Senior Judge of the United States Court of Appeals for the Eleventh Circuit
- In office October 1, 1981 – November 11, 1993

Senior Judge of the United States Court of Appeals for the Fifth Circuit
- In office February 17, 1966 – October 1, 1981

Judge of the United States Court of Appeals for the Fifth Circuit
- In office April 21, 1955 – February 17, 1966
- Appointed by: Dwight D. Eisenhower
- Preceded by: Louie Willard Strum
- Succeeded by: David W. Dyer

Personal details
- Born: Warren Leroy Jones July 2, 1895 Gordon, Nebraska
- Died: November 11, 1993 (aged 98) Jacksonville, Florida
- Party: Republican
- Education: University of Denver College of Law (LLB)

= Warren Leroy Jones =

American judge (1895–1993)

Warren Leroy Jones (July 2, 1895 – November 11, 1993) was a United States circuit judge of the United States Court of Appeals for the Fifth Circuit and the United States Court of Appeals for the Eleventh Circuit. On the Civil Rights-era Fifth Circuit, Judge Jones was the swing vote between the progressive "Four" and the segregationist, Southern-Senator-sponsored Cameron, Bell and Gewin, being close in philosophy to veteran Chief Judge Joseph Chappell Hutcheson Jr. and committed to following precedent.

==Education and career==
Born in Gordon, Nebraska, Jones grew up in the Sandhills, a region that was rough and wild in the 1890s when he was born. In 1913 he moved to Van Tassel, Wyoming but two years later returned to Lincoln in his home state and served in the military during World War I.
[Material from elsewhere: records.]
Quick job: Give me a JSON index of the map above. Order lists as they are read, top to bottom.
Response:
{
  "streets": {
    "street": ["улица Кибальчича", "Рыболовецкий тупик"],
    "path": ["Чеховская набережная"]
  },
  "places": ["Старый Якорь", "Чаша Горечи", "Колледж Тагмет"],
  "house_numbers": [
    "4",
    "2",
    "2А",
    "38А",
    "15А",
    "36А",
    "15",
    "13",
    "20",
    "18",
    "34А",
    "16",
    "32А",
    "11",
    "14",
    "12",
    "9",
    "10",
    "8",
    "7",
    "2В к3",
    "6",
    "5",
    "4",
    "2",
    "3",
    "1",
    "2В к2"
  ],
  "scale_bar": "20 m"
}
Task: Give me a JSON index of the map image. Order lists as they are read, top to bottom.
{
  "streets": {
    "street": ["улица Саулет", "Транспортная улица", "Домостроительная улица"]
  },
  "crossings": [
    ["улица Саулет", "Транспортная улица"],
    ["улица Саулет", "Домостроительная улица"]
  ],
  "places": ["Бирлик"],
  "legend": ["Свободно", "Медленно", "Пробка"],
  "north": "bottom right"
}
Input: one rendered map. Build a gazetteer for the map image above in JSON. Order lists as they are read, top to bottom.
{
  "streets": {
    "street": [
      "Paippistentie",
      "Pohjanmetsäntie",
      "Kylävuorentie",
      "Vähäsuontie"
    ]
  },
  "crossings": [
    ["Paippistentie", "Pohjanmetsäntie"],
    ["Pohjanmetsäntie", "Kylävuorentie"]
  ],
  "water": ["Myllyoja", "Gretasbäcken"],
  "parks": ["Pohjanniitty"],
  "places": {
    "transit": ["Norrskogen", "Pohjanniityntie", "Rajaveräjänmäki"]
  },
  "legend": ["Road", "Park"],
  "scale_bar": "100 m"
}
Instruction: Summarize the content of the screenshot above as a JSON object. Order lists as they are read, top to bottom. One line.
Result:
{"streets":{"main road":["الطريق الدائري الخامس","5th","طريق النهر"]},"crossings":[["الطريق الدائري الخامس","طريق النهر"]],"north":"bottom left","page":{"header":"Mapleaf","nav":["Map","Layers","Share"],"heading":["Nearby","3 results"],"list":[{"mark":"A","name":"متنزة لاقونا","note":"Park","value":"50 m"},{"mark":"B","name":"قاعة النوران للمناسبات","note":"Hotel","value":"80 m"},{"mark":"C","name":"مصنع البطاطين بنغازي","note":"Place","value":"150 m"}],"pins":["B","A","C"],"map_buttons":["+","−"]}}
In 1921, Jones moved to Colorado and received a Bachelor of Laws from the University of Denver College of Law in 1924. He was a deputy district attorney of Denver County, Colorado from 1922 to 1924, and was in private practice in Denver, Colorado in 1925. He then moved to Jacksonville, Florida where he became a prominent attorney and bank president who studied Abraham Lincoln. Jones remained in Jacksonville until 1955, and became president of the Jacksonville Bar Association in 1939, and of the Florida Bar Association in 1944. He missed out on a judicial position for the United States District Court for the Southern District of Florida during the early 1950s, but in 1954 journals from Jacksonville would back Jones for a new seat on the busy Fifth Circuit, and five months later after the death of Judge Louie Willard Strum, Florida's re-developing Republican Party backed Jones for Strum's seat.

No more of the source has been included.